All of your relatives live in Country X.
Business or economic
You do not have any assets in Australia other than a bank account.
Your assets in Country X include an apartment that you own.
You intend on working while you are in Country X and earning income.
(viii) Maintenance of Place of abode
You own an apartment in Country X which you will live in when you return there.
You were renting in Australia and will cancel the lease when you move to Country X.
Summary - resides test
You will be residing in Australia due to the following factors:
• you hold a skilled immigration visa that allows you to stay in Australia permanently
• you are only going back to your country of origin for a short period of time
• you do not intend to move back to Country X permanently
• you intend to return to Australia at the end of your visit to Country X
In consideration of the factors outlined above, even though you be physically absent from Australia during the years ended 30 June 2015 and 2016, you will be a resident of Australia for tax purposes according to the ordinary meaning of the word 'reside'.
Conclusion - your residency status
As you have passed the resides test we have determined that you are a resident of Australia for tax purposes. It is therefore not necessary to cover the remaining tests.
Double tax agreement between Australia and Country X
In determining your liability to pay tax in Australia it is necessary to consider not only the domestic income tax laws but also any applicable double tax agreements.
Section 4 of the International Tax Agreements Act 1953 (Agreements Act) incorporates that Act with the ITAA 1936 and the ITAA 1997 so that all three Acts are read as one. The Agreements Act overrides both the ITAA 1936 and ITAA 1997 where there are inconsistent provisions (except in some limited situations).
Section 5 of the Agreements Act states that, subject to the provisions of the Agreements Act, any provision in an Agreement listed in section 5 has the force of law. The Country X Agreement is listed in section 5 of the Agreements Act.

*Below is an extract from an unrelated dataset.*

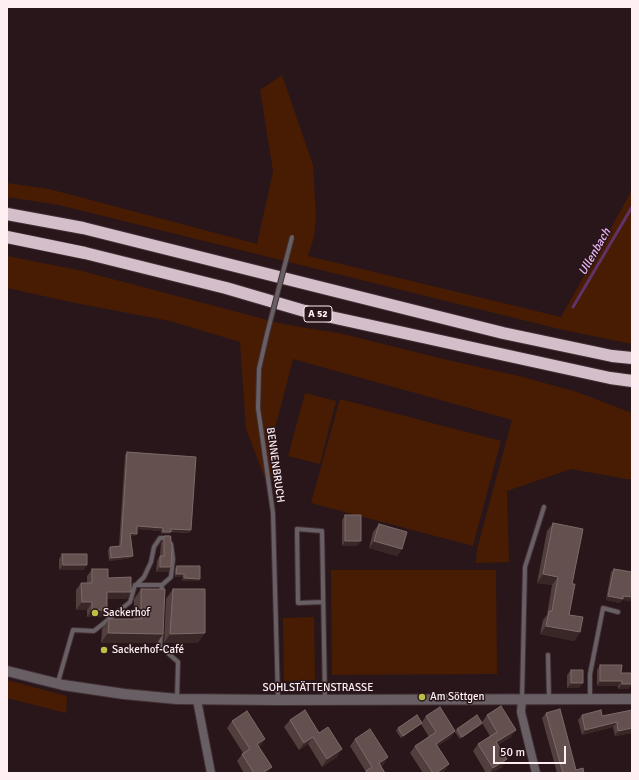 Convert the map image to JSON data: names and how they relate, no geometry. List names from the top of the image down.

The Country X agreement is located on the Austlii website (www.austlii.edu.au) in the Australian Treaties Series database. The Country X agreement operates to avoid the double taxation of income received by residents of Australia and Country X.
Article 4 of the Country X Agreement sets out the tiebreaker rules for residency for individuals. The tiebreaker rules ensure that the individual is only treated as a resident of one country for the purposes of working out liability to tax on their income under the double tax agreement. The tiebreaker rules do not change a taxpayer's residency status for domestic law purposes.
You have a permanent home that you own in Country X but will not have a permanent home in Australia.
Under Article 4 of the Country X Agreement, you are a resident of Country X only for the purposes of the Country X agreement because you have a permanent home available to you in Country X.
In your case, as you are a resident of Country X for the purposes of the Country X /Australia agreement and will exercise the duties of your employment solely in Country X, the income you receive from your employment in Country X is taxable only in Country X under Article 15 of the Country X /Australia Agreement.